## Given data
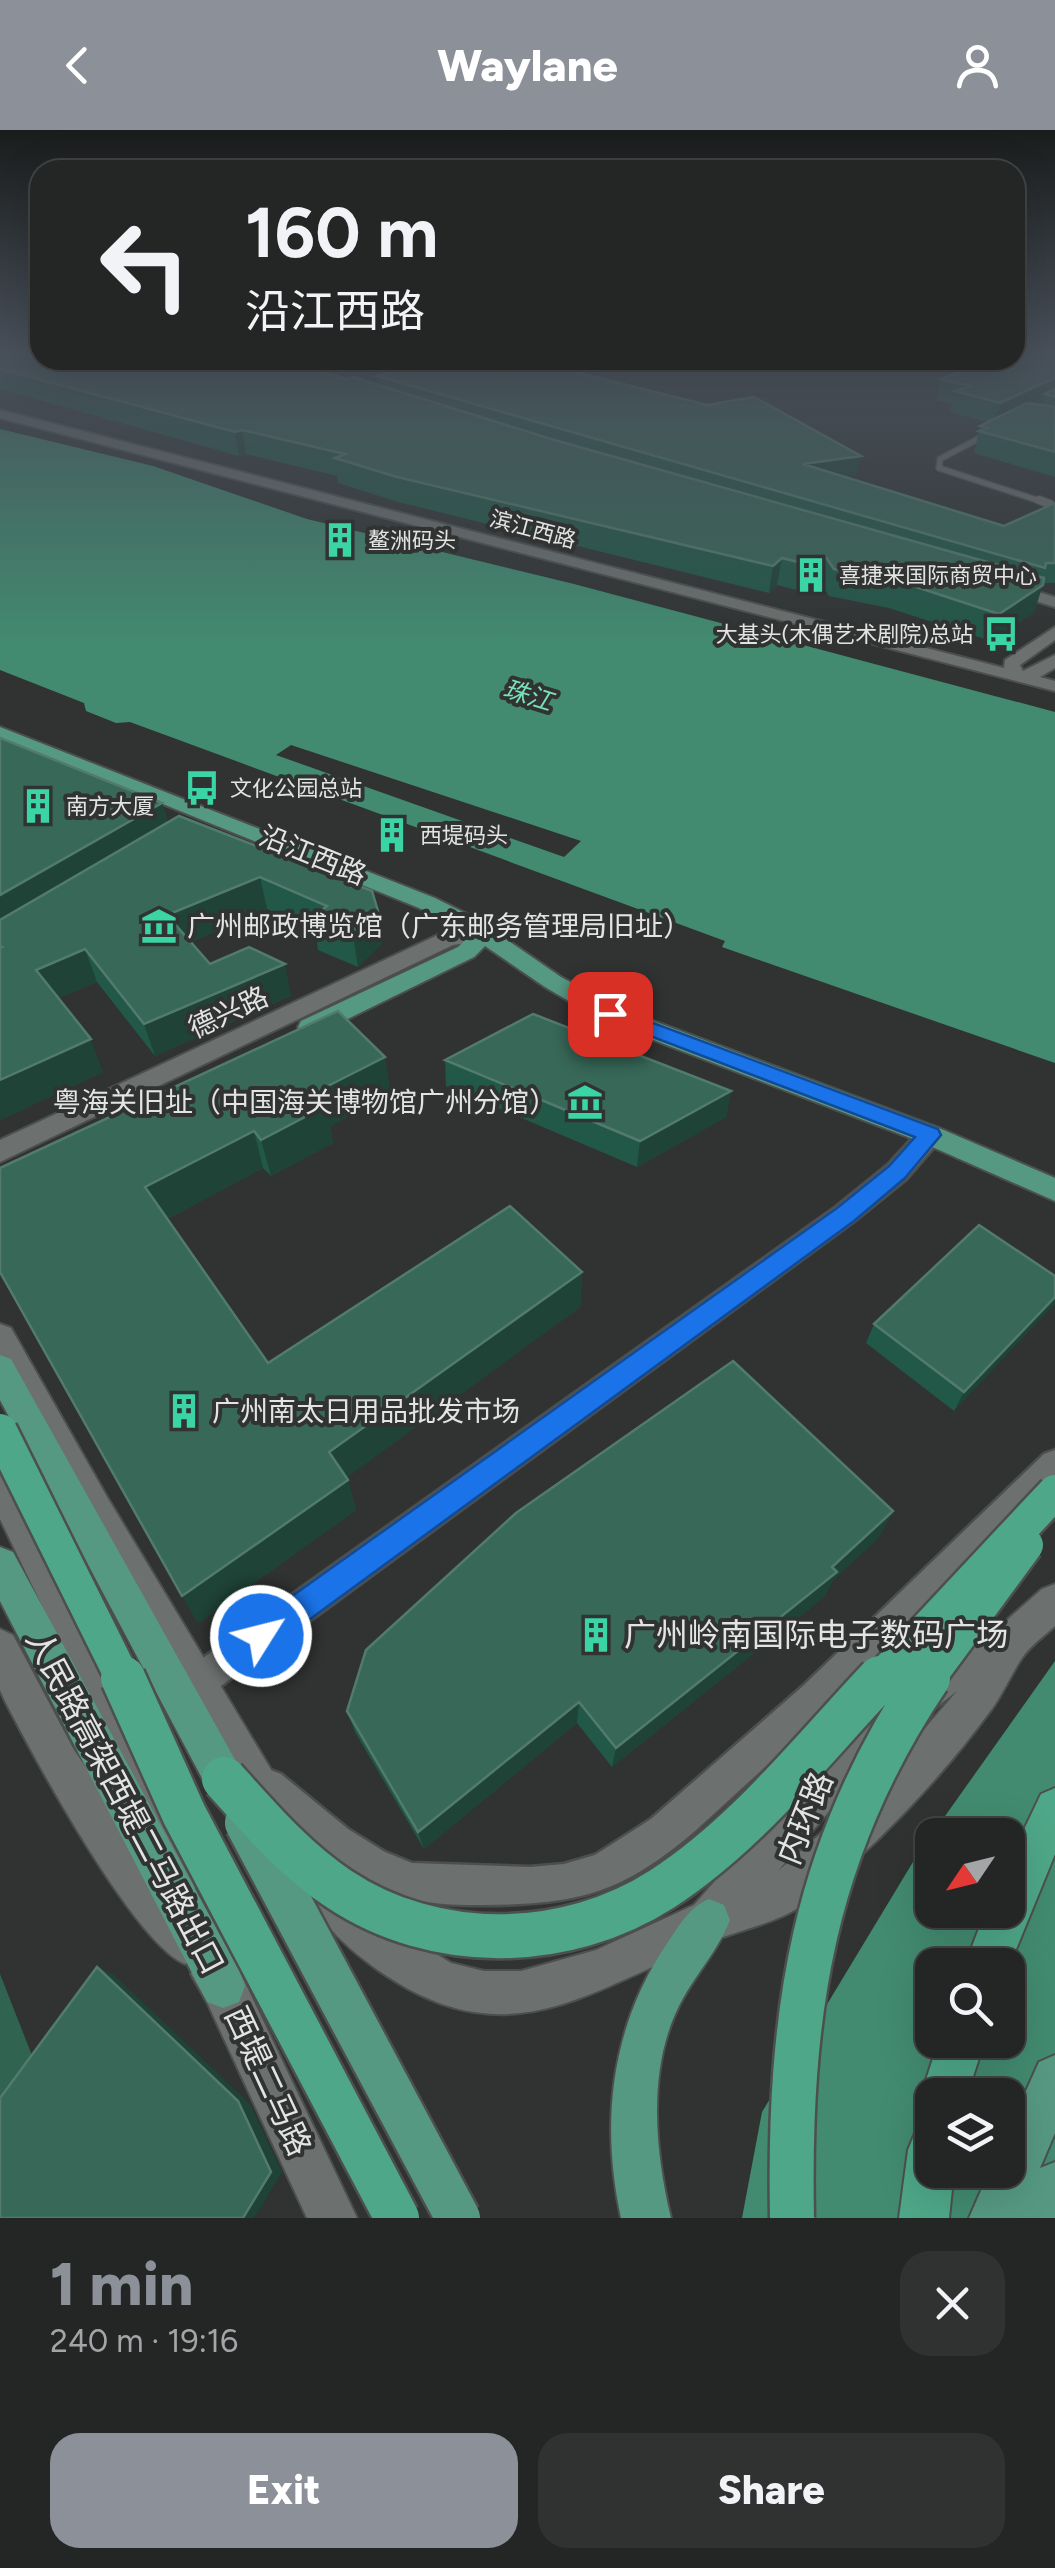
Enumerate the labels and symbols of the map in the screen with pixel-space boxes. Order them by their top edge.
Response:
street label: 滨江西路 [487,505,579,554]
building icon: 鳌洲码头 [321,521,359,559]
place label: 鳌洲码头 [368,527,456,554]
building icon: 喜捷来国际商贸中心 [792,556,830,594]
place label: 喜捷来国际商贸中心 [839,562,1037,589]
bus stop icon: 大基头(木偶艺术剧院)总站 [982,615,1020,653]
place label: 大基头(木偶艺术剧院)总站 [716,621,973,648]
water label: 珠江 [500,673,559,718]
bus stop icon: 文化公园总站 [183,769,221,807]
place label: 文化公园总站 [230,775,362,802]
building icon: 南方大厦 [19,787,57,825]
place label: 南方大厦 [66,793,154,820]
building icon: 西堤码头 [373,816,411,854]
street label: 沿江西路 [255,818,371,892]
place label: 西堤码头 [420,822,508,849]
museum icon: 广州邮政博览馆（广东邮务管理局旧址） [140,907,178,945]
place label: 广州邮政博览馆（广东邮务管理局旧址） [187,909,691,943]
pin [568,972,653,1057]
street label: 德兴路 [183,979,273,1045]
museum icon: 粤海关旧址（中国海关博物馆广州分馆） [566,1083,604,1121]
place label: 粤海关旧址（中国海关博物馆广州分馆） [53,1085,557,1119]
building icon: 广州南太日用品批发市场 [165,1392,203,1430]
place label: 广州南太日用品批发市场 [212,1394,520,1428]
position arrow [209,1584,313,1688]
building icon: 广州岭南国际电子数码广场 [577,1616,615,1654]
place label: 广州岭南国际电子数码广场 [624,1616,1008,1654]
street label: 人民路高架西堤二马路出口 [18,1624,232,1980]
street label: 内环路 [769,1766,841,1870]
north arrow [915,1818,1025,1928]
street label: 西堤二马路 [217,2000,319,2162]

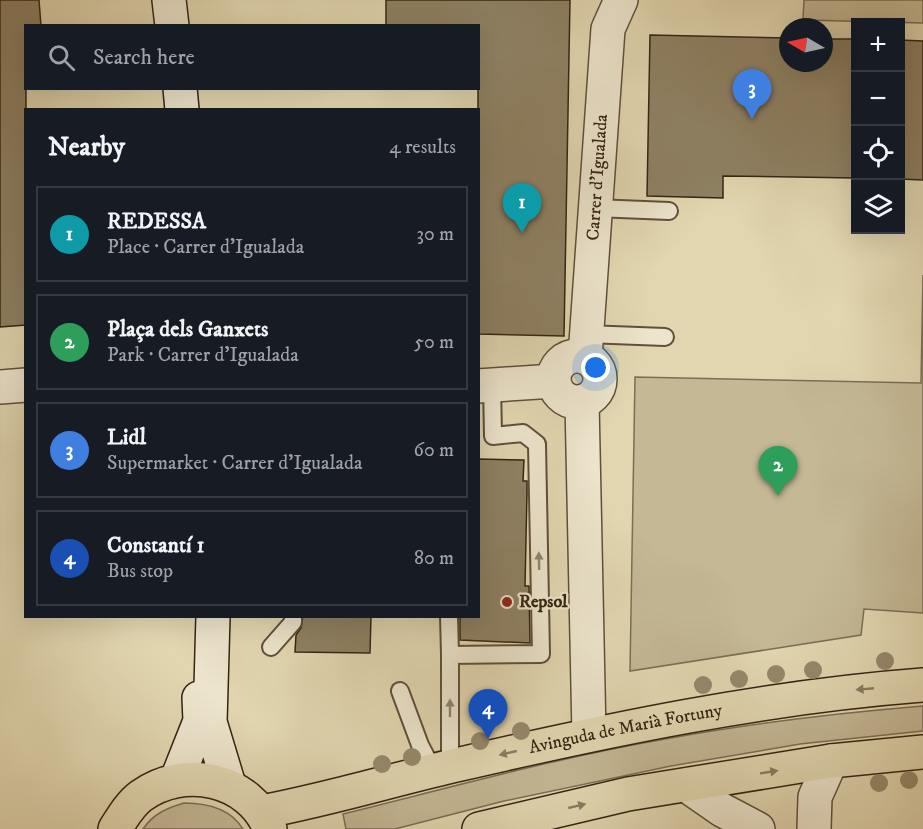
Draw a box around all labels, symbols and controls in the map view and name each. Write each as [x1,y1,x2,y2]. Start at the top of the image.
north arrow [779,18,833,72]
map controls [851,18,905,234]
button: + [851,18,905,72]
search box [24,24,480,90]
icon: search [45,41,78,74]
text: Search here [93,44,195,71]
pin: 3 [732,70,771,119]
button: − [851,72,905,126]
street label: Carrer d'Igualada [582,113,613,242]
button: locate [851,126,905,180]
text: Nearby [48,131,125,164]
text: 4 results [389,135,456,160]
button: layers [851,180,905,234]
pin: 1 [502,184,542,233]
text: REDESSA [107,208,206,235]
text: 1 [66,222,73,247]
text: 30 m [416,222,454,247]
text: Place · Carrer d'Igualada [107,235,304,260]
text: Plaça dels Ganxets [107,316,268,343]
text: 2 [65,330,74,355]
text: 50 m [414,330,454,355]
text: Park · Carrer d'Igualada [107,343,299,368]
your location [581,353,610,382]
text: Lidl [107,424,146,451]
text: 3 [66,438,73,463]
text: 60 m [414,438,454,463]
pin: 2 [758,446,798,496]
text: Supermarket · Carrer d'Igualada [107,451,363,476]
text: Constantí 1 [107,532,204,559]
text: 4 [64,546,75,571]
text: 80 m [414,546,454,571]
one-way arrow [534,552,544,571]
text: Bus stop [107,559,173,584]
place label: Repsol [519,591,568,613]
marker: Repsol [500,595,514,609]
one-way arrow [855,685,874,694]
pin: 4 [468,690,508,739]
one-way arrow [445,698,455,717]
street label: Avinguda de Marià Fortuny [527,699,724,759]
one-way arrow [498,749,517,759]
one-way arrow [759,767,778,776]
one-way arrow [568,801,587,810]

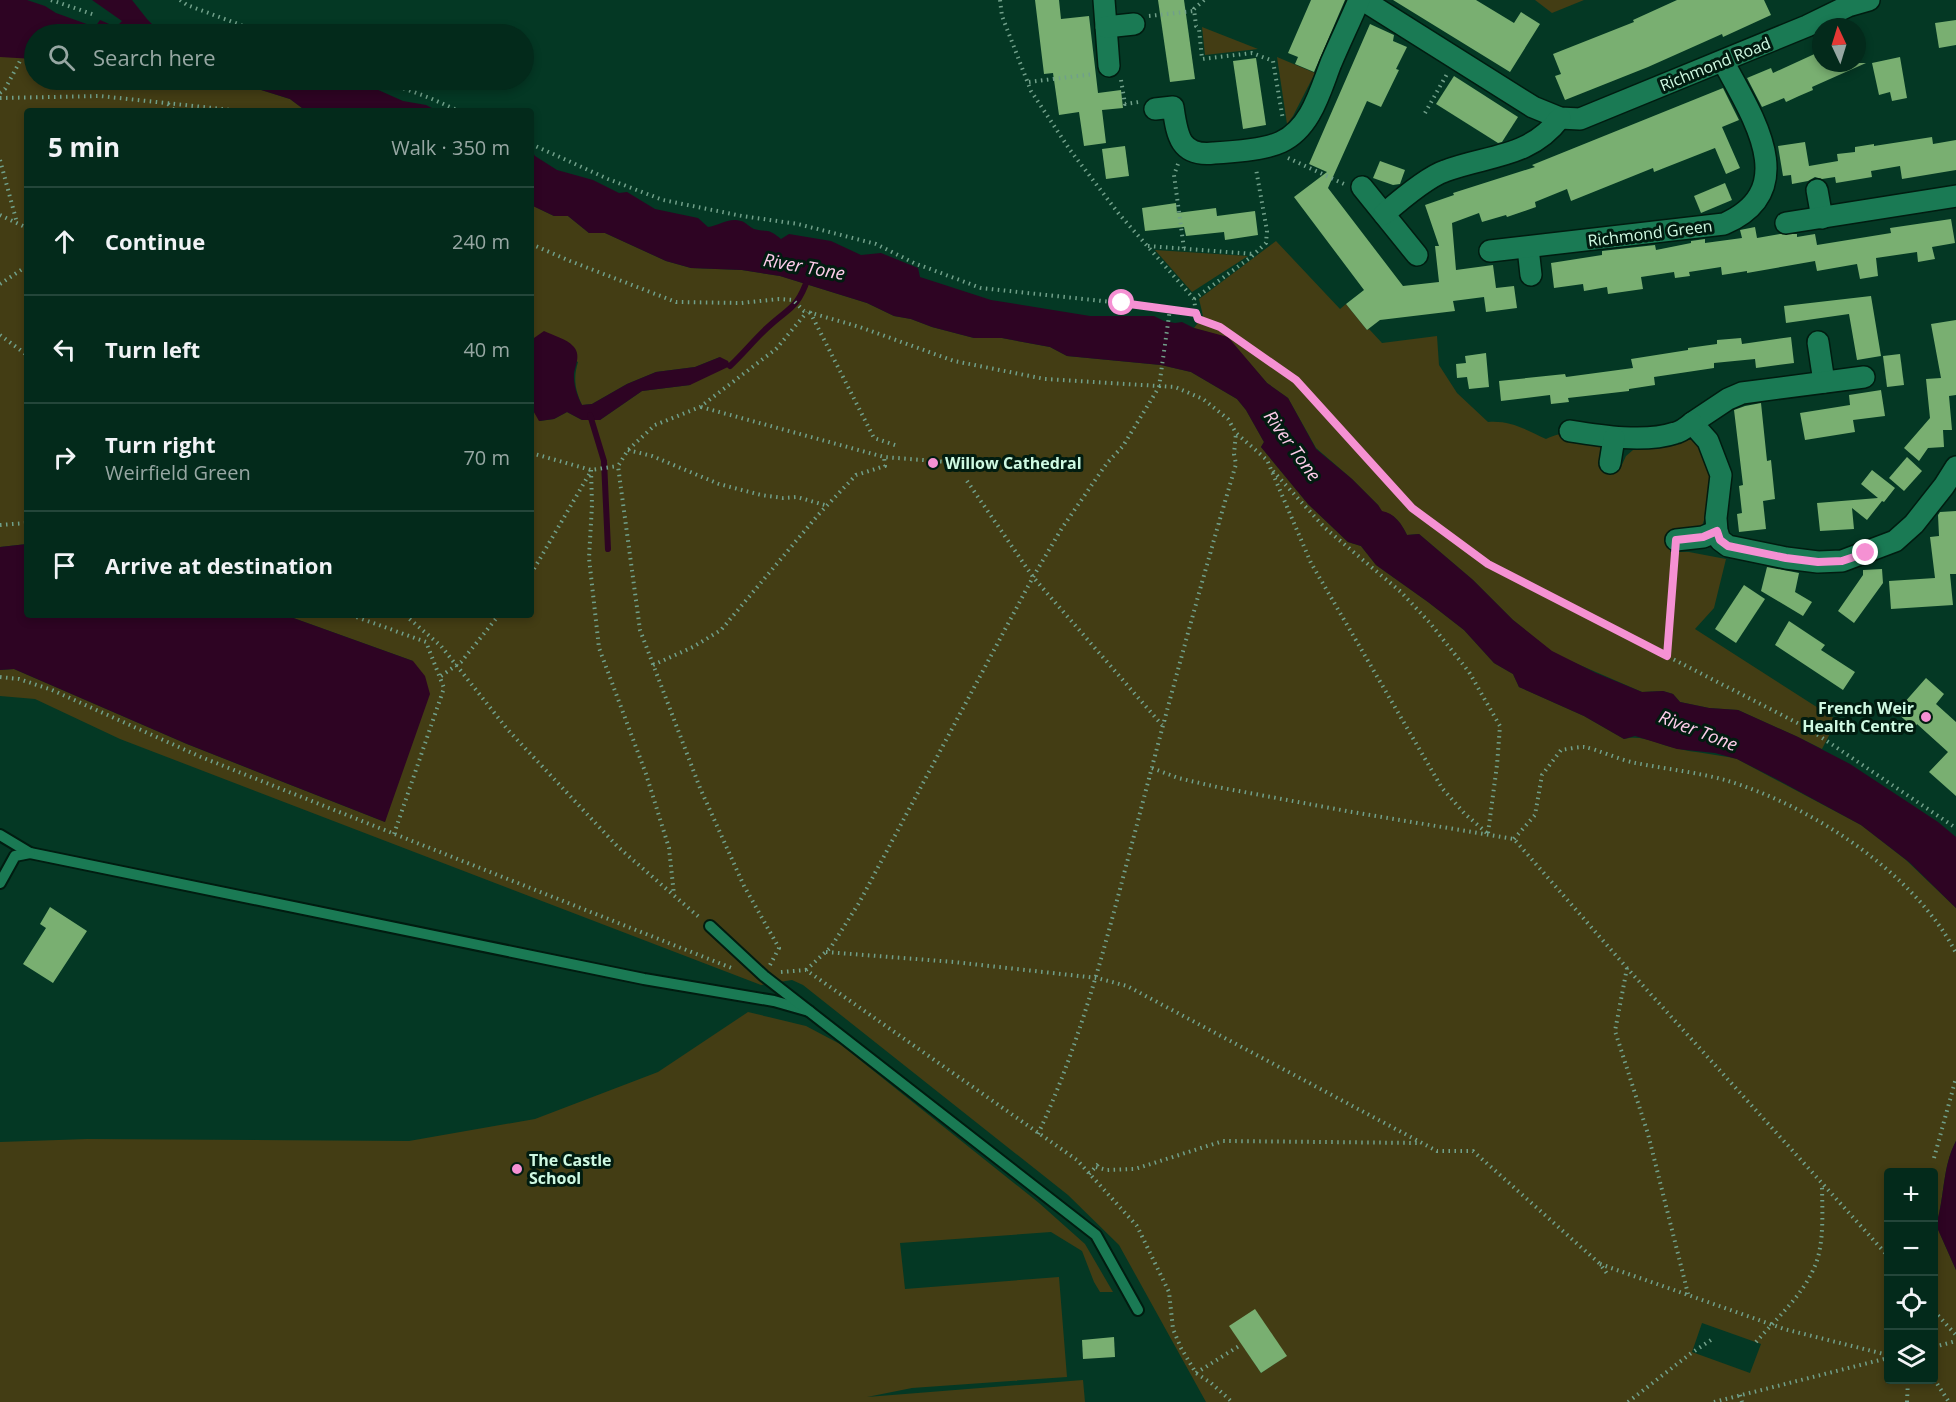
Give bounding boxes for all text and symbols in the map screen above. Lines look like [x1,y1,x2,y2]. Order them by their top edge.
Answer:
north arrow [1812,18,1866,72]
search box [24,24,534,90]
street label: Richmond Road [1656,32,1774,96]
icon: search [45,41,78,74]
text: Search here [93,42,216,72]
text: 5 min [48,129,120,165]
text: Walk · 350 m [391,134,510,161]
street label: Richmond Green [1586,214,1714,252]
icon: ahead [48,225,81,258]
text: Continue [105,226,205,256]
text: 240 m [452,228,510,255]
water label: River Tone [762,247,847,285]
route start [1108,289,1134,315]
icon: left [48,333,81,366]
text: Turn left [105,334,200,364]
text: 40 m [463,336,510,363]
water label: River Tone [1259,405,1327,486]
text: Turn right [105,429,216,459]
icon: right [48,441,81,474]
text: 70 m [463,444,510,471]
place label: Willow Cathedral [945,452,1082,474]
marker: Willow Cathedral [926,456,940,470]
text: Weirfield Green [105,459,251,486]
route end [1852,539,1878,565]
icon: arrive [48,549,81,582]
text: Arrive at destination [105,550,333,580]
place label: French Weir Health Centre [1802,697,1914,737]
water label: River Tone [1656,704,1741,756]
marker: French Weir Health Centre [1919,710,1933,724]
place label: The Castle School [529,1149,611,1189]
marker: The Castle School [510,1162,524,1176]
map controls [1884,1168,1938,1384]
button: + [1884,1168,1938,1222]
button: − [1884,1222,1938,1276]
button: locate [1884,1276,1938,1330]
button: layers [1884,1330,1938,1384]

## The problem
Check each line above for the string "广州邮政博览馆" and copy every line that has it.

## Expected answer
museum icon: 广州邮政博览馆（广东邮务管理局旧址） [140,907,178,945]
place label: 广州邮政博览馆（广东邮务管理局旧址） [187,909,691,943]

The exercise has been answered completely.